✵17✵

403 53 81
                                    

"Ne?" demişti Haneul kafası karışık bir şekilde. Jungkook'un söylediğinde göre günün geri kalanında izinli olmalıydı. "Ne oldu? Adam mı kötüleşti?"

Seok Woo Jungkook'un odasında ortalıkta volta atarken "Düğün işinde bir sıkıntı çıktı ve bir kadına ihtiyacım var." demişti mahcubiyetle.

"Normalde böyle şeylerle başka biri ilgilenirdi fakat ulaşamıyorum ve zamanımız daralıyor. Joonhyun'la düğüne gidebilir misin? Olayı bilen tek kadın sensin."

Haneul'ın yüzü düştüğünde derin bir nefes vermiş ve Seok Woo görebilecekmiş gibi başını olumlu şekilde sallamıştı. "Tamam, giderim."

Gülümseyen Seok Woo "Gelmene gerek yok." dediğinde olumlu anlamda kafa sallamıştı Haneul. Seok Woo da sözlerine "Sen hazırlan, ben araba ayarlayacağım. Biraz fazla şık olmalısın, kıyafetin var mı?" diyerek devam etmişti.

Haneul'ın aklına Jungkook'un aldığı elbise gelmişti. Bunun üstüne de "Var. Yarım saate hazır olurum." demişti ona.

"O zaman on dakikaya araba yolluyorum."

Telefon kapandığında şaşkın bakışlarla resepsiyondaki kadına bakmıştı Haneul. Kadın da meraklı bakışlarla ona.

"Teşekkürler." diyerek telefon avizesini kadının eline tutuşturan Haneul koşarak tam kapanmak üzere olan asansöre doğru koşmuştu.

Elini kapının arasına uzatmış ve asansörün kapanmasını engelleyerek nerdeyse dolu olan asansöre son anda binebilmişti.

Yukarı çıkan Haneul odasına girip dolabını açtığında üstündekileri çıkartmıştı hemen.
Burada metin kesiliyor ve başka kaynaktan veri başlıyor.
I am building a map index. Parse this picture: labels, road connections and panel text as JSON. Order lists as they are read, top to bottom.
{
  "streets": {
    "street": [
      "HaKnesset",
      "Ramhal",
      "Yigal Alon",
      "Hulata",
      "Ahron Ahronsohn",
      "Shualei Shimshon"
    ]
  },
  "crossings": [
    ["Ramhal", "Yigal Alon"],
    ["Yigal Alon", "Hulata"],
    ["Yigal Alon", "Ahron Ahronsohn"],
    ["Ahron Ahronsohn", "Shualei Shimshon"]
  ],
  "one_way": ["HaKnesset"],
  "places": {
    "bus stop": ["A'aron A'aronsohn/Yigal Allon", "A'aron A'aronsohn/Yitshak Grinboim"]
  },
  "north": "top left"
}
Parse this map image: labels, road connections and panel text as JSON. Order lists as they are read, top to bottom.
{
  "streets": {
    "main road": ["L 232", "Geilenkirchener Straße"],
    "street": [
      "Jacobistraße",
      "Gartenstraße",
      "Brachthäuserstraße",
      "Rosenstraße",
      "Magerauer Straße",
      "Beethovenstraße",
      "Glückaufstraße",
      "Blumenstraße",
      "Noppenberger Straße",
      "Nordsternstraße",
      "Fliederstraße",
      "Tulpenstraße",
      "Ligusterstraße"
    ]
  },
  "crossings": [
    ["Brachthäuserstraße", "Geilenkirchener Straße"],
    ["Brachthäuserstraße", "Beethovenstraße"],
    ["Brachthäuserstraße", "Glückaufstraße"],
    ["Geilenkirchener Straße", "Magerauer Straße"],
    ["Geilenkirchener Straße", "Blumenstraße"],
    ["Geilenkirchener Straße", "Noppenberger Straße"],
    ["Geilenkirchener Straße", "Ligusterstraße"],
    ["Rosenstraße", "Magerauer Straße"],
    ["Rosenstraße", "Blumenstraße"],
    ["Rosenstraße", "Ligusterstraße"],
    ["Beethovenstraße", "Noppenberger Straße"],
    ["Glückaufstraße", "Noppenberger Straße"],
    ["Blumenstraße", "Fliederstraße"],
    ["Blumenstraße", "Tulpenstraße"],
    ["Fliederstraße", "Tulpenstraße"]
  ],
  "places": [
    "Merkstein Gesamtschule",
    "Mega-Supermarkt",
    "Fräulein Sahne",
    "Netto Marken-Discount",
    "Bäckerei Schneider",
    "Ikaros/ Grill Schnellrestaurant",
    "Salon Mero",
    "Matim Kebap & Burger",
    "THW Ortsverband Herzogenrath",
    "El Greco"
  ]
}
Jungkook'un aldığı elbiseyi giymiş ve ayakkabıları dışarı çıkartmıştı. Ayakkabılar bir kenardayken saçlarını yapmıştı önce. Hafif dağınık olsa da yeterince özenilmiş duruyordu.

Birkaç dakika sonra odanın telefonu çalmıştı. Resepsiyondaki kadın da arabanın geldiğini söylemişti ona.

Ayakkabıları ayağına geçiren Haneul ipleri öylesine bağladığında çantasını alıp kapıya yönelmişti. Sonra da duraksamıştı.

Masanın üstünden makyaj çantasını da alıp aşağı indiğinde resepsiyona el sallamış ve dışarıya çıkıp onu bekleyen arabaya binmişti.

Yolda giderken yavaş sürmelerini söylemişti Haneul şöföre. O da olumlu anlamda kafa sallayıp asla yavaş kullanmamıştı aracı.

Yolda makyajını yapan Haneul düğünün yapılacağı malikaneye girdiğinde stres tüm vücudunu kaplamaya başlamıştı.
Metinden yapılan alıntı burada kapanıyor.